#### Provided records:
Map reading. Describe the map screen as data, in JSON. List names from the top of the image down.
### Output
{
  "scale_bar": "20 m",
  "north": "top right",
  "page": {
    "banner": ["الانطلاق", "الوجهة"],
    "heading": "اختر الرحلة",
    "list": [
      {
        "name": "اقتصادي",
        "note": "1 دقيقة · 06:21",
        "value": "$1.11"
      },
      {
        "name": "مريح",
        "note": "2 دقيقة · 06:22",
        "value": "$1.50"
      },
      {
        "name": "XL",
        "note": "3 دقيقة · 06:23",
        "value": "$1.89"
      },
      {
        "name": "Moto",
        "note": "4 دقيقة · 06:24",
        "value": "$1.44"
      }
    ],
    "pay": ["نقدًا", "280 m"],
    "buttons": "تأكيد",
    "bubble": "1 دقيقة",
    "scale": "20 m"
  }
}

--

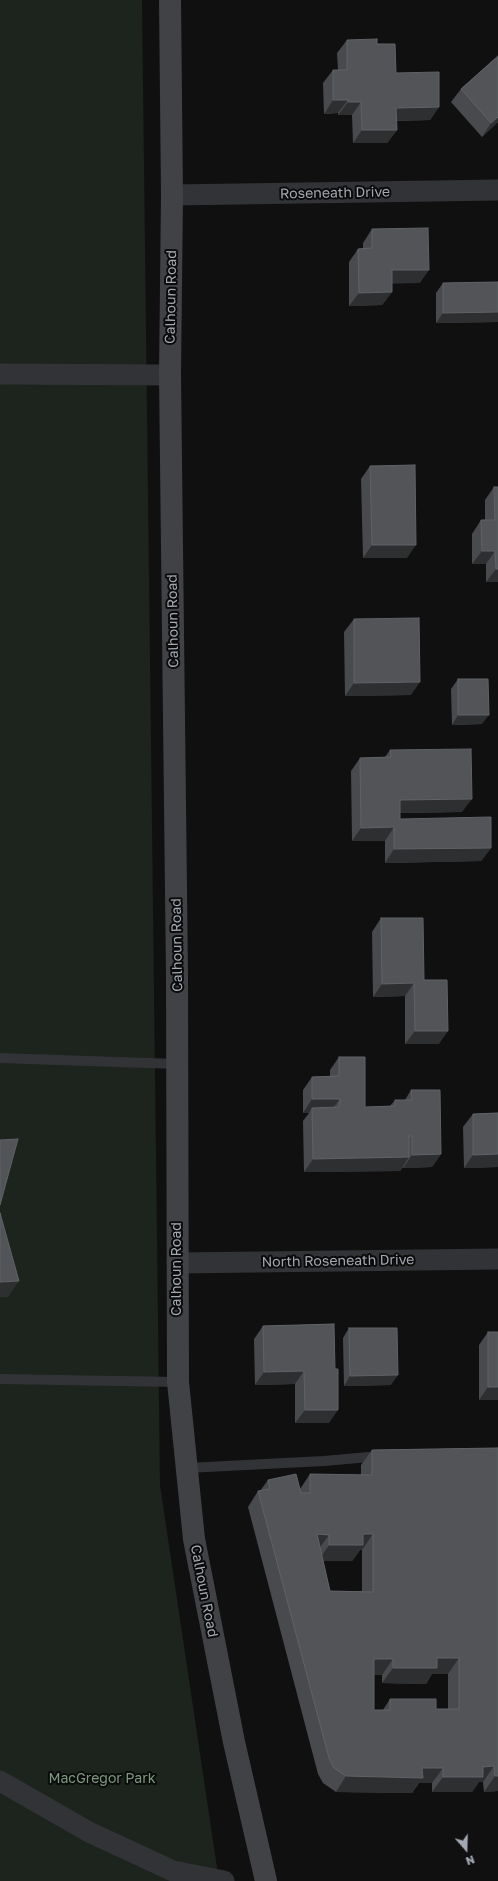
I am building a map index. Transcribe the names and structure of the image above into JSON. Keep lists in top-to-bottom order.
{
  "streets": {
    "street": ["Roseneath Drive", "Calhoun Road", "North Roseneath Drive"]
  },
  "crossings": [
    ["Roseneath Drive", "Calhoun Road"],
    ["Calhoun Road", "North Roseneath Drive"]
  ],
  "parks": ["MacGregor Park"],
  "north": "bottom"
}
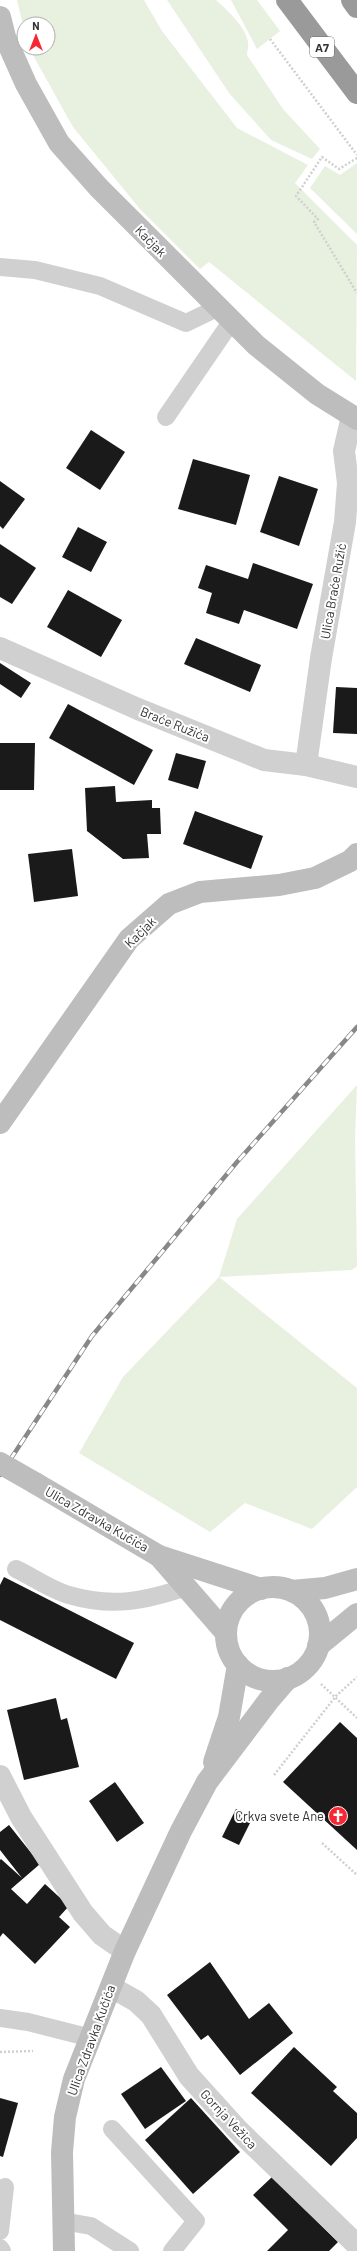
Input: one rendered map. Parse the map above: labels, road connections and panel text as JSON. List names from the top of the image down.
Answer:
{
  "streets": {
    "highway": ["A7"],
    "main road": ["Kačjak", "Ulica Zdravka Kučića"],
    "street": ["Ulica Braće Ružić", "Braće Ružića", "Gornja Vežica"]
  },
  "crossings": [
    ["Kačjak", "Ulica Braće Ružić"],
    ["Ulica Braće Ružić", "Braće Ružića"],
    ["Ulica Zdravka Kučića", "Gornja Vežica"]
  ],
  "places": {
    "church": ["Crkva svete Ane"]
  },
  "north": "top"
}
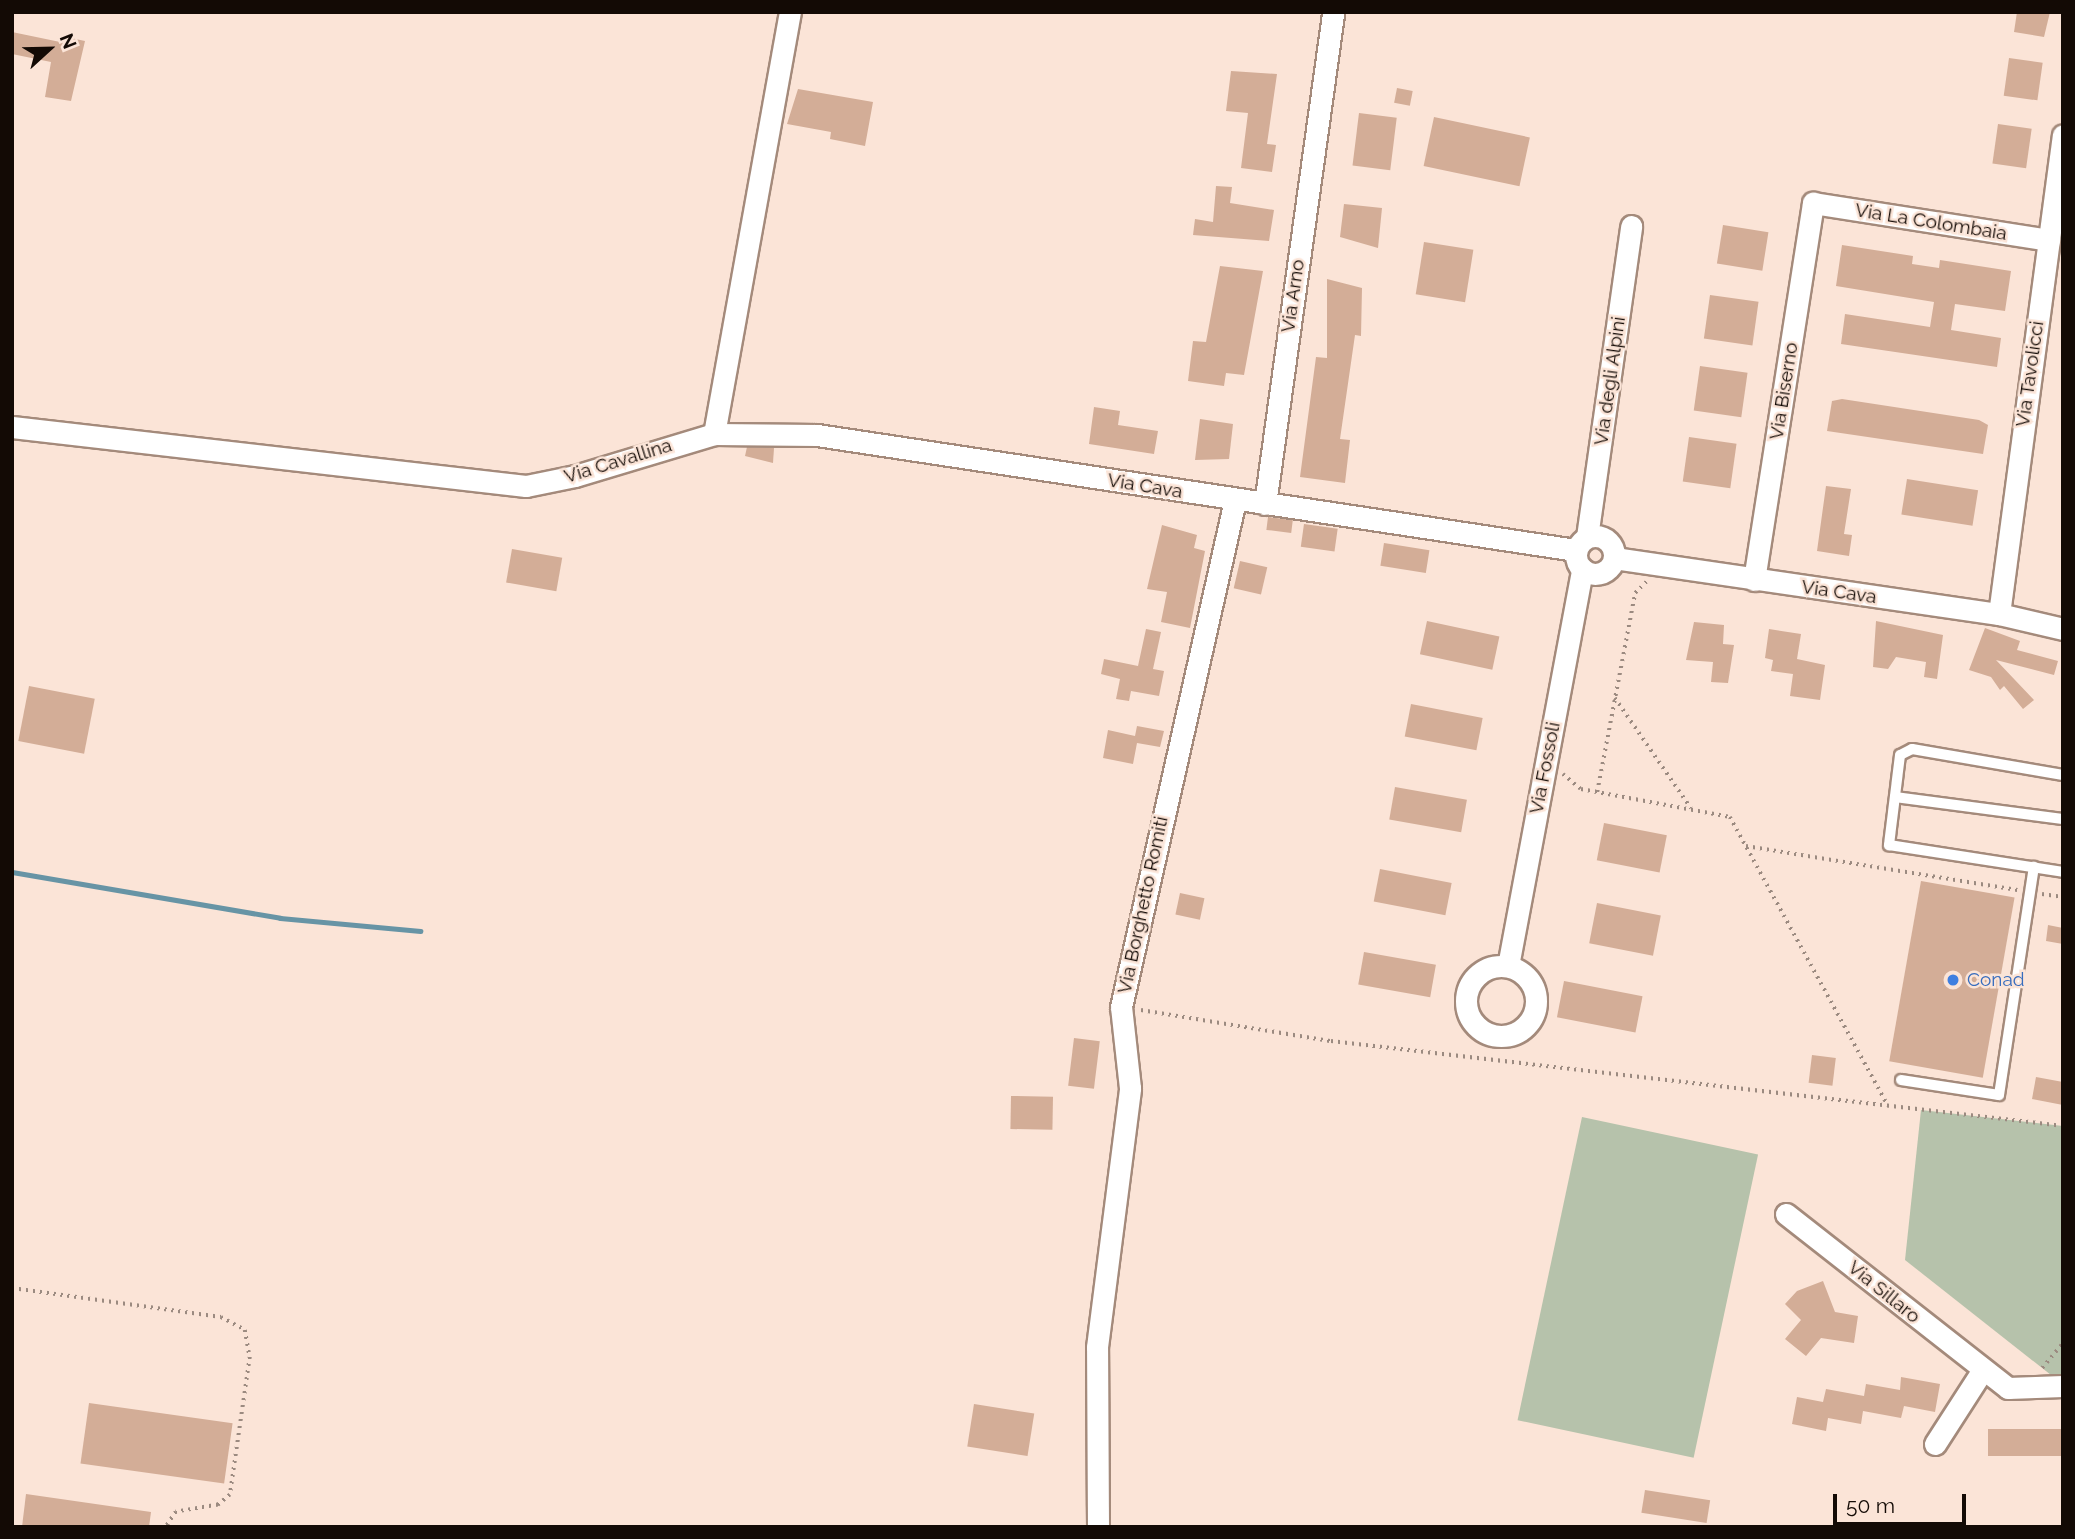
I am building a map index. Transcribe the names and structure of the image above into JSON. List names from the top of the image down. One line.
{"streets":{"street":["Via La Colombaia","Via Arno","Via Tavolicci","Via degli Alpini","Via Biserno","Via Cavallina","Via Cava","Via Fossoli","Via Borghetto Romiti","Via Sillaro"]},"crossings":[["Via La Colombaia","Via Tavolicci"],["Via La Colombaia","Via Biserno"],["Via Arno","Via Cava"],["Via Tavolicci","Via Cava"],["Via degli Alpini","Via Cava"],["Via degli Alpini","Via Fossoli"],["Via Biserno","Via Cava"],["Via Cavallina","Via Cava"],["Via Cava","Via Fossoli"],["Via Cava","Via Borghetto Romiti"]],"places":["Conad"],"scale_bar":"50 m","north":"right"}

--

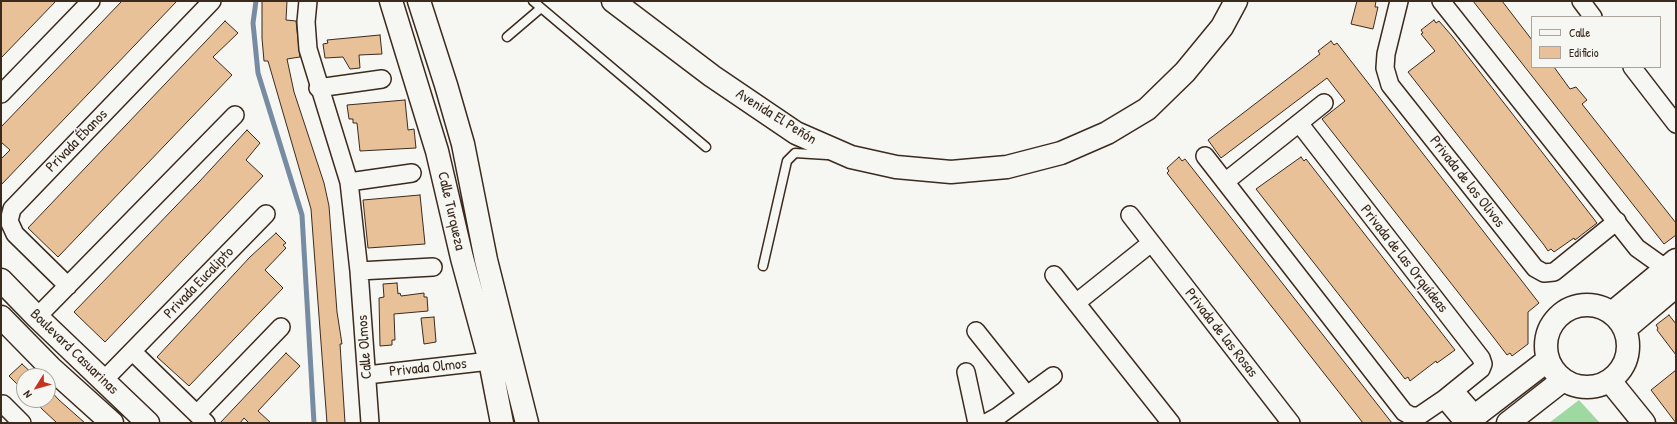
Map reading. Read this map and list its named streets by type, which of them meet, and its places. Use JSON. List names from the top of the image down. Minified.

#### Exercise:
When a line in the listing above holds the word "reading", copy it.

#### Completed exercise:
Map reading. Describe the map screen as data, in JSON. List names from the top of the image down.
Map reading. Read this map and list its named streets by type, which of them meet, and its places. Use JSON. List names from the top of the image down. Minified.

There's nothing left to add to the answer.